** Opening Provided material block **

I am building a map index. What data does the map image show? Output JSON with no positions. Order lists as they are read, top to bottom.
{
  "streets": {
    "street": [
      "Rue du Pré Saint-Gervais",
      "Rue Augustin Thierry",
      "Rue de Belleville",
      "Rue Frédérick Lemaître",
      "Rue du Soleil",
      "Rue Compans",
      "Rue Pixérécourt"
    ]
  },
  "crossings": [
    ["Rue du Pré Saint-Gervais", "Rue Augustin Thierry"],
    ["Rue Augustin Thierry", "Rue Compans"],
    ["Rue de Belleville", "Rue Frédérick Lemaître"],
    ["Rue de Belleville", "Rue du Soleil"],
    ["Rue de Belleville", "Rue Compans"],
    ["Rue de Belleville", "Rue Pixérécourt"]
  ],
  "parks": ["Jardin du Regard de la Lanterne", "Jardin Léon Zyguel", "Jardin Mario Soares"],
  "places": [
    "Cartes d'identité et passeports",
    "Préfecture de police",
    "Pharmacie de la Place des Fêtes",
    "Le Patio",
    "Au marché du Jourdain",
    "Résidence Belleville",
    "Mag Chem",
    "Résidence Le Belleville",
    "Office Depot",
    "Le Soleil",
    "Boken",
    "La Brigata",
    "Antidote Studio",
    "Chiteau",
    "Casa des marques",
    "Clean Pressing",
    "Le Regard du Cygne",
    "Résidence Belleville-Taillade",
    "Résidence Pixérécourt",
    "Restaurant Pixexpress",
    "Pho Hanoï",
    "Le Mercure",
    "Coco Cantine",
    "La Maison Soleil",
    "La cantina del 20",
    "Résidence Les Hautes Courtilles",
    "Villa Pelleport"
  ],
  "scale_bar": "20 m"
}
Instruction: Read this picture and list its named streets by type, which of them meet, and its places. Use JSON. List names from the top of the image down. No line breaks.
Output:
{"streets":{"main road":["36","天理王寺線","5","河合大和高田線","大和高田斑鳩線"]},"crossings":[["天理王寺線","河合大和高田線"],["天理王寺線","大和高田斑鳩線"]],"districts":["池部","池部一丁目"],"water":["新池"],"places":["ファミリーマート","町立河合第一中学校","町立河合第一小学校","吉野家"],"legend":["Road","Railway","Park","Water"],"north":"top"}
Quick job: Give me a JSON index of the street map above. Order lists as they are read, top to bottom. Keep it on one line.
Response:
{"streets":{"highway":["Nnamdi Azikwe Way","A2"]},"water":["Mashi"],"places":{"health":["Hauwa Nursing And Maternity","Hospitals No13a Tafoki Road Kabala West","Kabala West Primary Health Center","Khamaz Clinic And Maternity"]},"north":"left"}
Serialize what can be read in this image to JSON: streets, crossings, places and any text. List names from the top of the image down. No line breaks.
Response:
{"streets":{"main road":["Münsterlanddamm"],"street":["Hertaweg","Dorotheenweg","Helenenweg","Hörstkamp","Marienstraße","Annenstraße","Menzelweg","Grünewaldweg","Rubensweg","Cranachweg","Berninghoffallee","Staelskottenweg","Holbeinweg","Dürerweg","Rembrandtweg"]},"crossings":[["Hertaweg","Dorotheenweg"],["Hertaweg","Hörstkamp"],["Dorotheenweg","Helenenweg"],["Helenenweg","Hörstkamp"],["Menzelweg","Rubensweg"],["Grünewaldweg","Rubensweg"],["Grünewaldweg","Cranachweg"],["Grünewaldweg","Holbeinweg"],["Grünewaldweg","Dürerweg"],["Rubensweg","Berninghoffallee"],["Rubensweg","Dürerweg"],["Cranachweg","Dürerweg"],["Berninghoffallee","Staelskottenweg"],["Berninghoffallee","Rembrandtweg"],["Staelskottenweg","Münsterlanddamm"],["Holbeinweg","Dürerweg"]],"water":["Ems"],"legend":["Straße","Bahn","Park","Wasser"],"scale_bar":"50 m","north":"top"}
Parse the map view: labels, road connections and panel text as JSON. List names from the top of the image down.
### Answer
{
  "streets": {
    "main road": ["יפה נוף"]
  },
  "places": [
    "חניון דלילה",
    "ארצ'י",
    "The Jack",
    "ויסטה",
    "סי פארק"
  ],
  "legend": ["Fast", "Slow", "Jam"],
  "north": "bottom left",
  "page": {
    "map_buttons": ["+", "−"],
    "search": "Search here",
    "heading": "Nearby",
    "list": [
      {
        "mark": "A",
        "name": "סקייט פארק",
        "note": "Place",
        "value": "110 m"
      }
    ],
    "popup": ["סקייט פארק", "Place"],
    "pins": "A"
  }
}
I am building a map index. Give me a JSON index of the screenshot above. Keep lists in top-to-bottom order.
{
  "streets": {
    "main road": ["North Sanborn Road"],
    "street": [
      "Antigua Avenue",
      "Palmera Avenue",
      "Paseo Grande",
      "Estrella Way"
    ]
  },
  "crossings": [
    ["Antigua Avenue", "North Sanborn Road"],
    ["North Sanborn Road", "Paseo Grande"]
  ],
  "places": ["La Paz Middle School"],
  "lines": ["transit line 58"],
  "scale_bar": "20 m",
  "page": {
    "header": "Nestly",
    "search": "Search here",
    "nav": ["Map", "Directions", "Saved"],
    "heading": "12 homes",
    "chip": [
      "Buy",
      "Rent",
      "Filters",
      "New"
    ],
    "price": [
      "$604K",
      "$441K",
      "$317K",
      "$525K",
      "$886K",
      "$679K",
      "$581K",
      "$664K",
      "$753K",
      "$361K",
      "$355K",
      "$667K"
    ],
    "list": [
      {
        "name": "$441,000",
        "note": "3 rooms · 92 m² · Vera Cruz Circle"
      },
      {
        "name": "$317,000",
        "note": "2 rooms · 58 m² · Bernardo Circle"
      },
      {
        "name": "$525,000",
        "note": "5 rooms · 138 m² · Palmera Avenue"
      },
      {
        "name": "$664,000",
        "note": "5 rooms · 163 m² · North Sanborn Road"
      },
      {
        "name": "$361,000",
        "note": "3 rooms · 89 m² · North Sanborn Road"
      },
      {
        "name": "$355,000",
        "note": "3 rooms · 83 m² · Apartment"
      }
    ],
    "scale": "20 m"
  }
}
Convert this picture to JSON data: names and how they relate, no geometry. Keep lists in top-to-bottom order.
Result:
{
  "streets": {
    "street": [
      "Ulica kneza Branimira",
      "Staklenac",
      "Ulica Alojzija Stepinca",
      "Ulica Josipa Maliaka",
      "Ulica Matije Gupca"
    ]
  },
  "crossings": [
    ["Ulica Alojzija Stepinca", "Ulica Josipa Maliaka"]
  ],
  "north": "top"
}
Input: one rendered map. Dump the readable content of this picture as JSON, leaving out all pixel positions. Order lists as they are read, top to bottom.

** Closing Provided material block **

What the exercise asks:
Find the word "down" in the records and pull out each line that has it.

Result:
Instruction: Read this picture and list its named streets by type, which of them meet, and its places. Use JSON. List names from the top of the image down. No line breaks.
Serialize what can be read in this image to JSON: streets, crossings, places and any text. List names from the top of the image down. No line breaks.
Parse the map view: labels, road connections and panel text as JSON. List names from the top of the image down.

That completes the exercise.